Tur heritage pertama ICH diselenggarakan pada 2 Juli 2023, dengan tema Om Ir Djalan-djalan Nang Kerkhof Soekoen. Kerkhof Sukun sendiri merupakan pemakaman orang-orang Belanda yang didirikan pada tahun 1918.

Selanjutnya, komunitas ini mengadakan tur menginap di Hotel Niagara. Tak berhenti sampai di situ, ICH juga aktif mengadakan beberapa tur heritage lainnya. Pada bulan Agustus, mereka mengadakan tur bertema Kamp Interniran, dan diikuti dengan tur bertajuk Dari Kotalama ke Kotabaru pada Desember.

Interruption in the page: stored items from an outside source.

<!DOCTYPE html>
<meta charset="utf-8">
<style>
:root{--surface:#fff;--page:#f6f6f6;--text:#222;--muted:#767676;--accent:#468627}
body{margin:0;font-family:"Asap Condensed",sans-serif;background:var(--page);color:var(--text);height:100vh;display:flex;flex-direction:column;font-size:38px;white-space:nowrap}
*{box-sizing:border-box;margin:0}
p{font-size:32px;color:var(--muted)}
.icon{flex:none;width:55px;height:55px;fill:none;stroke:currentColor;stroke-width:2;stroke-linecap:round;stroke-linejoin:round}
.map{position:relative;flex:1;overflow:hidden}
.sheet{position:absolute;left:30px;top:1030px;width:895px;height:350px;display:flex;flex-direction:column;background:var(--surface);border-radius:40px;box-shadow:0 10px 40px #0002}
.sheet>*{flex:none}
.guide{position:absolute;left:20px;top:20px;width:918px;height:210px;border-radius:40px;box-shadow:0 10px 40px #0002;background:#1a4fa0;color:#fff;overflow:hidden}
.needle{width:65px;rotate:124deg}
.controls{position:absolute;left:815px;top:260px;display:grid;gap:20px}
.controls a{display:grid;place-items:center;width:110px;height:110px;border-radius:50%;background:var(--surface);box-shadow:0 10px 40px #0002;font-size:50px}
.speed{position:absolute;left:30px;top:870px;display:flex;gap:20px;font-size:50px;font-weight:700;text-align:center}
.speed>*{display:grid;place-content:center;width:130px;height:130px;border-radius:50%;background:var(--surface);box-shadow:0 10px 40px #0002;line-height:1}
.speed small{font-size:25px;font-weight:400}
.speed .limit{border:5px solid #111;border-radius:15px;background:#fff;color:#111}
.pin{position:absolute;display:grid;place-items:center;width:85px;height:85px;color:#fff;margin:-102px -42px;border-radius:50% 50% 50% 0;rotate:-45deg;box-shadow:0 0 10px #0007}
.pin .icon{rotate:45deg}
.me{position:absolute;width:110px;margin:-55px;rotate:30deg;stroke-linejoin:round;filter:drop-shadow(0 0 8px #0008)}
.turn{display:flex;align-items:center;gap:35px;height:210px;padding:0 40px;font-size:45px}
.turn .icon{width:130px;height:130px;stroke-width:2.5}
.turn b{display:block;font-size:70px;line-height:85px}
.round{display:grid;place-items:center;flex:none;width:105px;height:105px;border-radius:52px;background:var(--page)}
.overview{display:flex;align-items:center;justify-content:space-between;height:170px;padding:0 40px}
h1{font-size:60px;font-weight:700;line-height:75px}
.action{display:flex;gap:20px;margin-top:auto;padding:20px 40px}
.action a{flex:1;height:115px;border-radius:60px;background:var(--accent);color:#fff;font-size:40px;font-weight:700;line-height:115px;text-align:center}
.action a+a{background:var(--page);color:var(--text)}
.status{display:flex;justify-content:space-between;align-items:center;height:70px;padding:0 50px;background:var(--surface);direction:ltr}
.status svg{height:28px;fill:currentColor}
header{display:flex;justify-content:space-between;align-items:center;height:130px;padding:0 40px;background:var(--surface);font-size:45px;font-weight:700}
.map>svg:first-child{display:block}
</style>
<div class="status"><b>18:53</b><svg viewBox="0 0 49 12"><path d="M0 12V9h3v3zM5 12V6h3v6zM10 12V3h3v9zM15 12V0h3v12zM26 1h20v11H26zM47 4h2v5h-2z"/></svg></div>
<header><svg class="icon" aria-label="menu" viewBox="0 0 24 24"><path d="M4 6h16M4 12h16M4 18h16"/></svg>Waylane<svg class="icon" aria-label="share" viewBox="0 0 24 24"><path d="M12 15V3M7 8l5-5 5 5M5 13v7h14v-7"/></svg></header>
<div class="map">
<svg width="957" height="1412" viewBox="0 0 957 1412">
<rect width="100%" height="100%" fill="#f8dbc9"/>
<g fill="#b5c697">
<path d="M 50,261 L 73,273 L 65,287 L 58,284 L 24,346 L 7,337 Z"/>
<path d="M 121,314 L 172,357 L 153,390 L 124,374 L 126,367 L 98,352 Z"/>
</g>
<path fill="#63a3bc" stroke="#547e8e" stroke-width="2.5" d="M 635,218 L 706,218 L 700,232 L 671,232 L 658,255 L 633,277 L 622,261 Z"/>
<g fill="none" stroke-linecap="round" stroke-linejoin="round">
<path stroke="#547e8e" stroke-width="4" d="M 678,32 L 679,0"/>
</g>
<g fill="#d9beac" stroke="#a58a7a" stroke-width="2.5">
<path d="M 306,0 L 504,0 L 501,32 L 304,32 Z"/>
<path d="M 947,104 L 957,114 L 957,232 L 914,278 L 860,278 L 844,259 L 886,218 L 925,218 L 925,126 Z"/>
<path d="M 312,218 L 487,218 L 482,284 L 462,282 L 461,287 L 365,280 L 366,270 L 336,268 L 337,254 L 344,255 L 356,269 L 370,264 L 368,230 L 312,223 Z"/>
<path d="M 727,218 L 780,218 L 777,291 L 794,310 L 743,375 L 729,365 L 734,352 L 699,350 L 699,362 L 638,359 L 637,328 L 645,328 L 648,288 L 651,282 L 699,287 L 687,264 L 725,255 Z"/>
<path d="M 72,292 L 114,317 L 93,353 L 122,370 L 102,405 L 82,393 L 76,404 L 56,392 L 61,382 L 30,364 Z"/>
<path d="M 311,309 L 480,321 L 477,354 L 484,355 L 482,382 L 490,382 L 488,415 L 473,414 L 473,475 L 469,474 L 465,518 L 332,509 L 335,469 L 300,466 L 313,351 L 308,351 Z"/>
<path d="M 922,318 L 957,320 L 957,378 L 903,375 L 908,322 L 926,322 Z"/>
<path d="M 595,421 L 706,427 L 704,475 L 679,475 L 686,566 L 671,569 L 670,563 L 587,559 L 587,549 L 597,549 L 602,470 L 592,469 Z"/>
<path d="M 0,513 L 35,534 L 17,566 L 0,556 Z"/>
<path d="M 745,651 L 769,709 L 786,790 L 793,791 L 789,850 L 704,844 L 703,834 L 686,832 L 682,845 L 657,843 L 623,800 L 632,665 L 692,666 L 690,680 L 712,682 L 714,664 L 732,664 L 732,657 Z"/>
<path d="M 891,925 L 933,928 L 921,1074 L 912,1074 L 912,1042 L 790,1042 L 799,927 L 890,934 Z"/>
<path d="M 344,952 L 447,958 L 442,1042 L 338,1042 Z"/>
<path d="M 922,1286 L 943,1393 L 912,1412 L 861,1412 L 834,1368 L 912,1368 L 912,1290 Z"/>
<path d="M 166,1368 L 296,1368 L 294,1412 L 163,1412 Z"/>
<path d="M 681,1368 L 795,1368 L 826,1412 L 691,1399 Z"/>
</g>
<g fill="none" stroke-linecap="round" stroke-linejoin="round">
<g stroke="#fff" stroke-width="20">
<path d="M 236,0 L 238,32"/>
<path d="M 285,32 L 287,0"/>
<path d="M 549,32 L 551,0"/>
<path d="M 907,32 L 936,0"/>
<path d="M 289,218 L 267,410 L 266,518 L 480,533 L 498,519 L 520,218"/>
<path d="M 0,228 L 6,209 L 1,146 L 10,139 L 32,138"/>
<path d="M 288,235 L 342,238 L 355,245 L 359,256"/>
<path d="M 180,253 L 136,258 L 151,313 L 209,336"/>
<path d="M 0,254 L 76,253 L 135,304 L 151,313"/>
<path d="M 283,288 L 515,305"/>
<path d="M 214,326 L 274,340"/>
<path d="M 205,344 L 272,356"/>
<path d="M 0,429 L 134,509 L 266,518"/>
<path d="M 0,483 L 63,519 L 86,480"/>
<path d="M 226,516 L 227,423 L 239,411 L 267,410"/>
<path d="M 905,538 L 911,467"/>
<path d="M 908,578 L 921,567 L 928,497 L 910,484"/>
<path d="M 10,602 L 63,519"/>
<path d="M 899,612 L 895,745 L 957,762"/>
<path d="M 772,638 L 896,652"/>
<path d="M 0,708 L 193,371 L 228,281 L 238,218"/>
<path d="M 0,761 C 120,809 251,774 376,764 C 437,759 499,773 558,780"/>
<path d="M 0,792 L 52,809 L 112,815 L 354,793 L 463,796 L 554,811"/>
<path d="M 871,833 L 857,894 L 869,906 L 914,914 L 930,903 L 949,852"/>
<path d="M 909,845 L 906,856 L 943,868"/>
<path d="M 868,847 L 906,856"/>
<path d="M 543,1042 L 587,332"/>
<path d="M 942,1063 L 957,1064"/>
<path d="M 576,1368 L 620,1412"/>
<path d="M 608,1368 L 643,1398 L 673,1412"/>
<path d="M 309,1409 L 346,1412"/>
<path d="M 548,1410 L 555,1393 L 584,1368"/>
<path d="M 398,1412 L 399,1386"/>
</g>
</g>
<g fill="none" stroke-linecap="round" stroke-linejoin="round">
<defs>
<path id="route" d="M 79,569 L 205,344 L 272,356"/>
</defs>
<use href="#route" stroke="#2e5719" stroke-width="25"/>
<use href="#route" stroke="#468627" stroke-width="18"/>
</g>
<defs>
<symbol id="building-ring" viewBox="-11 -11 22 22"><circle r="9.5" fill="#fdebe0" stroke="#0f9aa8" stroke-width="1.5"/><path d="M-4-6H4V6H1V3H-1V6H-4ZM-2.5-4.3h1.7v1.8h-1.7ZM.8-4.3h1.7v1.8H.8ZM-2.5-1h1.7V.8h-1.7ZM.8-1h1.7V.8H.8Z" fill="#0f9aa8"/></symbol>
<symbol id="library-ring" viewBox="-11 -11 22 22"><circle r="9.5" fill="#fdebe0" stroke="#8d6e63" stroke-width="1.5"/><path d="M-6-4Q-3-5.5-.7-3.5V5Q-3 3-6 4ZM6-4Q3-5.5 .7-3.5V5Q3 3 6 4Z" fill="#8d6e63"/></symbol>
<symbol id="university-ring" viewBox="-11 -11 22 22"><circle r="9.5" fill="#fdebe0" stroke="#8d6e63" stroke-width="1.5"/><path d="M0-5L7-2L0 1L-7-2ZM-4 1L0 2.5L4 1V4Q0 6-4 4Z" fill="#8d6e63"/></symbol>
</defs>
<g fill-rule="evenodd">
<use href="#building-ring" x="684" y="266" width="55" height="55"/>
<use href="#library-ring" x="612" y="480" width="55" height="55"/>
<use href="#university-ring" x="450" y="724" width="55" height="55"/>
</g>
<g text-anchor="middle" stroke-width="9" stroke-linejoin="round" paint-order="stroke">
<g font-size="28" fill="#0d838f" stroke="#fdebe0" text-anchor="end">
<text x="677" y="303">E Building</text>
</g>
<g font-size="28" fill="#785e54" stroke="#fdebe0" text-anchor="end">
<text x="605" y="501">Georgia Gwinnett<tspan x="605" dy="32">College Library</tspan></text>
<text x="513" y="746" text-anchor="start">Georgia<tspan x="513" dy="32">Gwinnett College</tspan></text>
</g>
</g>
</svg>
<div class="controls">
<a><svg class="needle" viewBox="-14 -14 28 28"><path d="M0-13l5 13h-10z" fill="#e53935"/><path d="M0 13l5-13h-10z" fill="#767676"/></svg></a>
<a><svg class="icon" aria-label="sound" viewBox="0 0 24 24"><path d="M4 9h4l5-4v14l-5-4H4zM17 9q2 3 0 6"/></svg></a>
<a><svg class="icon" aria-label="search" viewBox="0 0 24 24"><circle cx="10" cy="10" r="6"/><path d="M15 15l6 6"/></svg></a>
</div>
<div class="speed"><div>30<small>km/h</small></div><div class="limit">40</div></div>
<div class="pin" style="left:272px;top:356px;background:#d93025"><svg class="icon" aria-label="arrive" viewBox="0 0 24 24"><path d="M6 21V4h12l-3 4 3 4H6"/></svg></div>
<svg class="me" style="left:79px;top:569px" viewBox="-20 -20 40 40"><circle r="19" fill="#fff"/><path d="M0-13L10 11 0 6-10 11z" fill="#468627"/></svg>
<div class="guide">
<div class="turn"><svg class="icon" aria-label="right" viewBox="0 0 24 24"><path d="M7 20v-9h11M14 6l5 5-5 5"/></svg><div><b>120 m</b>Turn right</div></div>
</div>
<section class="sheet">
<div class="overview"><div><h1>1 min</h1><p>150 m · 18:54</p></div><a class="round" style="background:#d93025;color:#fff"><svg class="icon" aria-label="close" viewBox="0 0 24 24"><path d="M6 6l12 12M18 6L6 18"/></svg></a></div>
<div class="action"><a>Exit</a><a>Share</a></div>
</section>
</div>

Irawan Paulus memberi penjelasan kepada para peserta tur | Sumber: Dokumentasi ICH
info gambar

Irawan Paulus selaku storyteller dalam setiap tur yang diadakan ICH, juga menjelaskan keberadaan komunitas ini. Menurutnya, ICH juga terbentuk karena kecintaan mereka terhadap bangunan lama yang ada di Kota Malang.

Lebih lanjut, setiap tur heritage yang diadakan ICH juga selalu mendapat sambutan hangat dari pencinta bangunan-bangunan kolonial. Om Ir, panggilan akrab Irawan di kalangan komunitas ICH, menyebut jumlah peserta setiap tur yang mencapai sekitar 50 peserta dalam setiap pelaksanaannya.

Baca Juga: Historis Malang Raya Mulai dari Asal dan Penamaannya

Para peserta tur juga tidak hanya terbatas pada warga Kota Malang saja. Antusiasme masyarakat terhadap tur heritage ini juga tampak dari keikutsertaan para peserta dari luar kota.

Abdul Karim Abimanyu, misalnya, menjadi salah satu peserta tur dari Bandung. Sebagai pencinta sejarah kolonial, ia pernah mengikuti tur heritage ICH pertama yang bertempat di Kerkhof Sukun.

“Biasanya, saya mengikuti tur heritage, karena beberapa hal di antaranya tempat yang dituju, narasumber serta kegiatan yang dilakukan. Bagi saya, Om Ir sebagai sesepuh kota, Pak Arief dan tim ICH lainnya, adalah narasumber ahli dan sangat capable untuk memuaskan keingintahuan saya. Tidak hanya tentang sejarah dan heritage di Malang dan Jatim, tetapi juga kota-kota lain,” ujar sosok yang biasa dipanggil Abi ini.

Tak hanya mengajak orang-orang belajar sejarah kolonial seputar Kota Malang saja, Komunitas ICH juga pernah mengadakan tur heritage ke Kota Lawang, yang berada di perbatasan Kabupaten Malang dan Pasuruan.

Tur ini dilaksanakan dengan menginap di Hotel Niagara. Bahkan, karena banyaknya peminat tur tersebut, ICH sampai mengadakan hingga dua kali kegiatan menginap di hotel yang berada di Jalan Dr. Sutomo tersebut.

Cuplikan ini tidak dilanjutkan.